Este é um artigo ou crônica pessoal de Farley Rocha.
Não se trata de uma reportagem ou opinião do Portal Espera Feliz.
No início da pandemia, as notícias de que um novo vírus surgira no Oriente nos chegavam sem que déssemos muita atenção, porque sabíamos que entre nós e ele havia a distância de dois oceanos.
Em seguida, foram os chefes de estado europeus que acenderam alertas quando o vírus penetrou o Ocidente. Também não nos preocupamos, porque ainda havia pelo menos um continente separando a distância entre nós e eles.
Apenas semanas depois, ao serem registrados contágios desde o Brasil até o extremo norte das Américas é que demos conta de que algo inédito e assombroso acontecia no mundo, enquanto nós, alienados por nossas telas digitais, relutávamos em não acreditar.
Mas de repente – e de forma irreversível – nossa rotina foi drasticamente alterada. Governadores e Prefeitos baixavam Decretos de urgência, estabelecimentos comerciais fechavam indefinidamente suas portas, agentes e autoridades públicas de saúde asseveravam sobre os devidos cuidados, emissoras e sites divulgavam estatísticas da contaminação e o povo, confuso como se não houvesse um líder no combate à crise, roía unhas de incertezas quanto ao futuro da própria civilização.
Em Espera Feliz, vimos a fleuma das esquinas cotidianas ser alarmada por sirenes de polícia e alto-falantes, determinando o distanciamento social e que sempre lavássemos as mãos. Pois o vírus se alastrava exponencialmente de canto a canto do globo e a realidade brasileira – que há muito já nos parecia distópica – transformou-se ainda mais no enredo de um nebuloso filme de horror sem paralelos com a vida real. “Nada mais será como antes!”, bradavam profetas de redes sociais.
Para evitar o contágio, trancamo-nos em nossas casas e apartamentos, cerramos a cadeados janelas e cortinas, e só abríamos a porta – quando muito – para pôr o lixo para fora. Isolados mas esperançosos, iniciamos a quarentena como quem aguarda o estio para retomar as ruas. No entanto, quanto mais notícias chegavam, com contabilidades de vítimas e novos contaminados, mais nos confinávamos no temor dos espaços limitados de nossas salas e quartos.

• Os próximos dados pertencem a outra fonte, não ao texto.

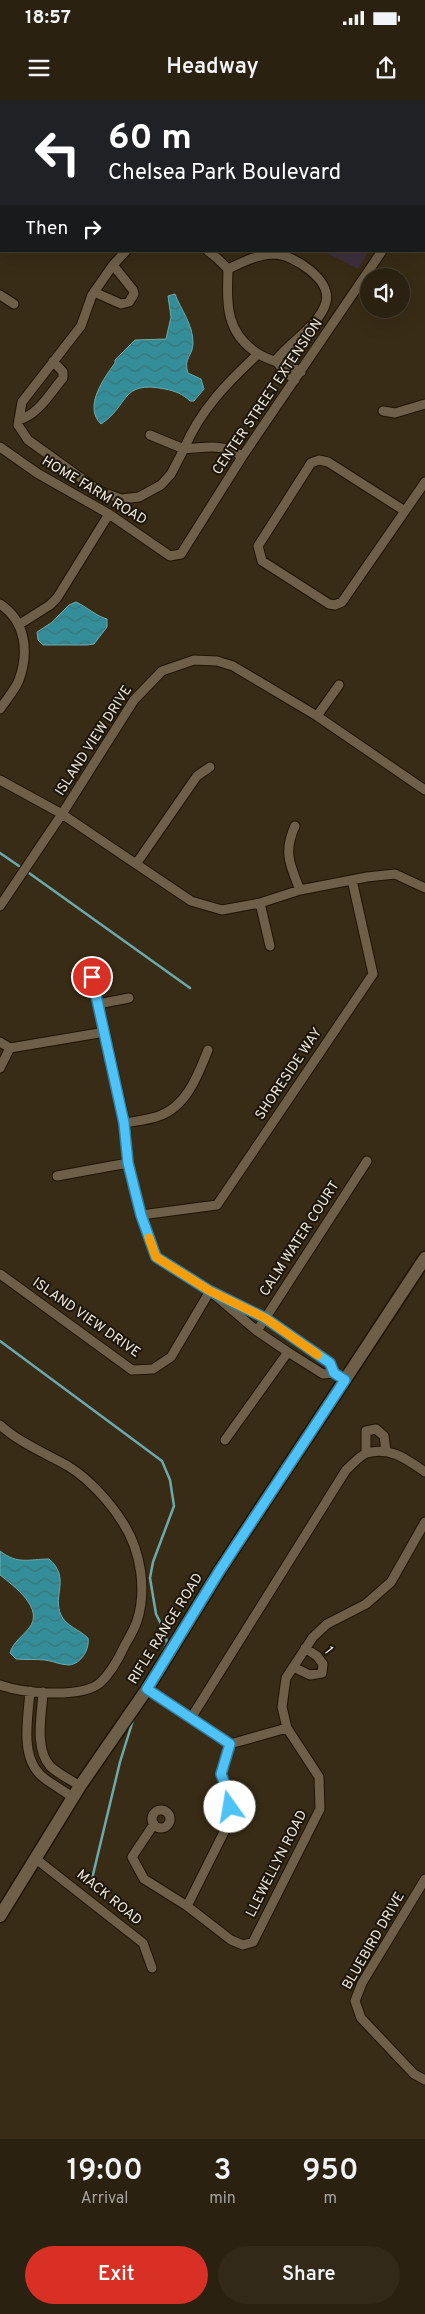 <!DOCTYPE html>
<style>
:root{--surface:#2a2110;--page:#322919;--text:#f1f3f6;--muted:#a5a39f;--line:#463e30;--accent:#d93025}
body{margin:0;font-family:Overpass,sans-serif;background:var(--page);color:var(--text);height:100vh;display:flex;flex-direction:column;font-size:19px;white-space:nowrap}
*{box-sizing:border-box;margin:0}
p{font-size:16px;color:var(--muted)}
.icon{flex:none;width:28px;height:28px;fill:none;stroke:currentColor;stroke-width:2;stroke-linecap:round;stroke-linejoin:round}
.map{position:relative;height:2039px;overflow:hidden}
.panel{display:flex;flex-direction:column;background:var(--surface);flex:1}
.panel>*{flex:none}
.guide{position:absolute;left:0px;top:0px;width:425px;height:152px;box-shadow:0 5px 20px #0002,0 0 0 1px var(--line);background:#202124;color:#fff;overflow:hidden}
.buttons{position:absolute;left:360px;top:168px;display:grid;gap:10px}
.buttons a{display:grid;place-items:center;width:50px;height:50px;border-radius:50%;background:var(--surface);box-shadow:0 5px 20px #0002,0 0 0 1px var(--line);font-size:25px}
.pin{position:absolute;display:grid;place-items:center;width:42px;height:42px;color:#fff;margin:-21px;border:2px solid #fff;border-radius:50%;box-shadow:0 1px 5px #0007}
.me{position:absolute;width:55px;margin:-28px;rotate:347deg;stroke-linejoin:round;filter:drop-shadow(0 0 4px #0008)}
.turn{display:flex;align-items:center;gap:18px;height:105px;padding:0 25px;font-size:22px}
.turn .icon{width:65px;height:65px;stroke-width:2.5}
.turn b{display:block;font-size:35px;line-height:42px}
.then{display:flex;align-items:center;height:48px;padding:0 25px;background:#0003;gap:10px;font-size:19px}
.eta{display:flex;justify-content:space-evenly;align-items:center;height:85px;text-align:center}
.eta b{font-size:30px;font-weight:600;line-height:35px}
.primary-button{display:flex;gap:10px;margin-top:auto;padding:10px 25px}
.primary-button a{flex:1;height:58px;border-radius:30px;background:var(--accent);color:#fff;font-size:20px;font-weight:600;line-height:58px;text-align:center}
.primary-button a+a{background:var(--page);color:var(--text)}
.status{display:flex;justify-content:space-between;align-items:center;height:35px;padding:0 25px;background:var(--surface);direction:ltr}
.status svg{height:14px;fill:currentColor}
header{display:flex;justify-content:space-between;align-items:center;height:65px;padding:0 25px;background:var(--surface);font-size:22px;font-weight:600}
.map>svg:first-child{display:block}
.commercial{fill:#3e303e}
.water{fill:url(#water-waves);stroke:#6ca9ad}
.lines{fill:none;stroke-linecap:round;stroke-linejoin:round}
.stream{stroke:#6ca9ad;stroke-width:2.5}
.street-casing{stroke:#1f1401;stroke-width:11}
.secondary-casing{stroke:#1f1401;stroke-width:15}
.primary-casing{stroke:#1f1401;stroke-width:16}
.street{stroke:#6d5f48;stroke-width:9}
.secondary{stroke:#6d5f48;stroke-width:12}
.primary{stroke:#ac574e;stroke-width:14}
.route-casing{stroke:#337fa1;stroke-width:12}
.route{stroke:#4fc3f7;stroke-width:9}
.slow{stroke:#f59e0b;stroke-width:9}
.labels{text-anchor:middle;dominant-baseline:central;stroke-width:4;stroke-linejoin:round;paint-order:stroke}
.street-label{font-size:14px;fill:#f0e8db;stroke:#1b150c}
</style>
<div class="status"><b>18:57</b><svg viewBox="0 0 49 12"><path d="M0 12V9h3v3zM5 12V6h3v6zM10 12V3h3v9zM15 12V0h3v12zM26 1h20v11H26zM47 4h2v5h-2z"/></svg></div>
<header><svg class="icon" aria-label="menu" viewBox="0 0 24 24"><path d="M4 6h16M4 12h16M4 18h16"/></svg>Headway<svg class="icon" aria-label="share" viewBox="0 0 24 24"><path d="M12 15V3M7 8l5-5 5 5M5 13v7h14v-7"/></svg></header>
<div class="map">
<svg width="425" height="2039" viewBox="0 0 425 2039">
<defs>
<pattern id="water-waves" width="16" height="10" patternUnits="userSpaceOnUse" patternTransform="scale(1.25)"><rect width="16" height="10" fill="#348e99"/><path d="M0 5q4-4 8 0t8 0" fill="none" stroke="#3b757b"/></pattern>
</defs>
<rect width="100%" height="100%" fill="#382c16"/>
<path class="commercial" d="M323 151H369L358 169Z"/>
<path class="water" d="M175 194C181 210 193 224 193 243 193 256 183 258 188 273L201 279 204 289 194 301H190C183 294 175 291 165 289 120 280 130 305 101 324 83 307 104 278 115 263V260L135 240 166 239 171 217 168 196Z
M76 502C87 507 96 516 107 519V527L94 544 87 545H43L38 540 37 532 51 523 69 505Z
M0 1451C18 1465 29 1459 49 1459 71 1478 52 1495 61 1515 66 1526 80 1530 88 1538 90 1549 81 1564 69 1565 61 1565 53 1561 45 1560 36 1559 26 1560 16 1559L10 1553C13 1542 22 1537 29 1528 45 1509 14 1486 0 1475Z"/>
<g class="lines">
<path class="stream" d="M32 0 34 1
M0 753 19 766
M29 773 190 888
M0 1241 162 1361 170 1380 174 1406 153 1462 150 1478 156 1514 165 1532 167 1543 163 1551
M91 1783 120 1662 134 1617"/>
<g class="street-casing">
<path id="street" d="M0 68H1
M424 90 425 88
M126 151 113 165 92 195 81 226 22 302 18 325 28 340 99 391 121 399 139 397 161 385 171 374 184 349C203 347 228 343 242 357
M208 151 218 159 228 169C243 162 258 154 275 154 294 155 332 180 326 202 320 225 291 241 276 260
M228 169C227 204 225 232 257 253 270 262 287 263 301 272
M94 192 121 204 129 202 134 194 133 190 113 165
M0 195 14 204
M276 260 282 269 295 280
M383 311 395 313 425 304
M19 320C39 314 50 293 63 278V272L53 261
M150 335 184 349C200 310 228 282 258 254
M0 347 37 373 109 414 170 456 181 454 242 357 382 151
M319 360 328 362 405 411 342 502 335 505 329 504 262 461 258 446 311 363Z
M405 411 425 382
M0 504C26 521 29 552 19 580 15 590 6 600 0 609
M20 524 50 505 57 498 109 414
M317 616 339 585
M0 680 62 714 191 801 222 810 260 803 300 790 367 777 395 774 425 788
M295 726C283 752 290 765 300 790
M136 764 197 676 210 667
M260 803 270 846
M0 806 62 714 134 600 162 571 194 560 217 561 233 566 317 616 425 690
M98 904 129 898
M0 942 10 948 105 932
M0 968 10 948
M125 1023C135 1021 148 1020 159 1016 187 1006 198 975 208 950
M57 1076 128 1063
M141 1115 217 1105 373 874 352 780
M0 1174 132 1270 153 1269 171 1257 210 1191 156 1157 141 1115 128 1063 125 1023 90 864
M257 1231 367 1061
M334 1273 330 1263 265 1218 210 1191 257 1231 288 1252 323 1274 334 1273 345 1280
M0 1325C20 1343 45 1353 68 1366 89 1379 110 1402 123 1423 141 1451 147 1490 137 1521 134 1530 129 1538 125 1545 119 1558 111 1573 100 1583 80 1599 22 1593 0 1585
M225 1340 288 1252
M366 1353V1331L376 1329 384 1336 386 1351
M293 1567 310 1575 322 1573 323 1564 317 1556 305 1548
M147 1589 230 1644 287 1628
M30 1591C28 1619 19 1659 44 1678 53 1685 64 1691 74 1698
M43 1592C42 1614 34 1648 50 1666 58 1674 71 1680 80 1686
M191 1618 346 1370C352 1365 360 1355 367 1353 390 1346 408 1360 425 1372
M152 1719a9 9 0 1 1 18 0a9 9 0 1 1-18 0Z
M154 1724 132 1757 144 1779 187 1806 231 1840 243 1845 253 1842 320 1709 319 1677 287 1628 282 1607 286 1578 313 1537 327 1524 366 1504 391 1482 425 1422
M36 1759 143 1843 152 1868
M425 1779 362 1883 355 1901 361 1918 414 1974 425 1980
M187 1806 231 1718 230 1697 221 1674 230 1644"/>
</g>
<g class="secondary-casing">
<path id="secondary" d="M0 1816 80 1686 147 1589 220 1470 425 1158"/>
</g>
<g class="primary-casing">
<path id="primary" d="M380 0 381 1
M424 53 425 55"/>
</g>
<use href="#street" class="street"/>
<use href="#secondary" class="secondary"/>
<use href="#primary" class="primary"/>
</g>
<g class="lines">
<g class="route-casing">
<path id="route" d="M92 877 124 1023 128 1063 141 1115 156 1157 210 1191 265 1218 330 1263 334 1273 345 1280 220 1470 147 1589 230 1644 221 1674 230 1697V1707"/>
</g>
<use href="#route" class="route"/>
<path class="slow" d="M149 1138 156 1157 210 1191 265 1218 318 1255"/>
</g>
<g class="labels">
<g class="street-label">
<text transform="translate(268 297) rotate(-56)">CENTER STREET EXTENSION</text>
<text transform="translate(94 391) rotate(31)">HOME FARM ROAD</text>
<text transform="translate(94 641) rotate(-57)">ISLAND VIEW DRIVE</text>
<text transform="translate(289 974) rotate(-56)">SHORESIDE WAY</text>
<text transform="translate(300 1139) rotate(-57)">CALM WATER COURT</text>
<text transform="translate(86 1218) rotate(35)">ISLAND VIEW DRIVE</text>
<text transform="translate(166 1529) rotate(-58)">RIFLE RANGE ROAD</text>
<text transform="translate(328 1551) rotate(52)">1</text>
<text transform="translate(277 1764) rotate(-63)">LLEWELLYN ROAD</text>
<text transform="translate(109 1798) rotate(39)">MACK ROAD</text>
<text transform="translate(374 1841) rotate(-60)">BLUEBIRD DRIVE</text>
</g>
</g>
</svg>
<div class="buttons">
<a><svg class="icon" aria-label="sound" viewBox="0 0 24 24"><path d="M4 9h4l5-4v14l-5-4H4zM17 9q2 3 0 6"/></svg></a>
</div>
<div class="pin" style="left:92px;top:877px;background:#d93025"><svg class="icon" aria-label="arrive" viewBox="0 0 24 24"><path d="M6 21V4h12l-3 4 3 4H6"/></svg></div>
<svg class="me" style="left:230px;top:1707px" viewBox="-20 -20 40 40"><circle r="19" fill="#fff"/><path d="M0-13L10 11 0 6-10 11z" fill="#4fc3f7"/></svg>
<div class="guide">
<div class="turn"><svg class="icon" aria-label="left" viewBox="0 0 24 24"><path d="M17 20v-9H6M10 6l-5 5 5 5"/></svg><div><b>60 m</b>Chelsea Park Boulevard</div></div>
<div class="then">Then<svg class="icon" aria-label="right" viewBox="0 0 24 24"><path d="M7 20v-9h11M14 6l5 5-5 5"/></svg></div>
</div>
</div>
<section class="panel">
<div class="eta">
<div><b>19:00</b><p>Arrival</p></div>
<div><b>3</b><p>min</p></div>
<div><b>950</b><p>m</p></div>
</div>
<div class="primary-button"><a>Exit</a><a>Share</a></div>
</section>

Para driblar a insônia e o desespero, distraíamos com lives entre amigos e storyes alheios, com memes transformando em humor os nossos medos, com filmes e séries como se no interior das casas fosse um domingo eterno, com reparos adiados em gavetas e dobradiças de armário. Mesmo assim o tempo foi se tornando mais tedioso. E menos suportável. E menos proveitoso. E então desligamos TV’s e celulares. E nos desconectamos do exterior de nós mesmos no cárcere de nossos lares. E nos conformamos, esperando que um dia a pandemia passasse. E esperamos por meses. E esperamos por anos. Até que perdêssemos as contas para que não fosse preciso calcular o tempo que ainda havíamos de esperar.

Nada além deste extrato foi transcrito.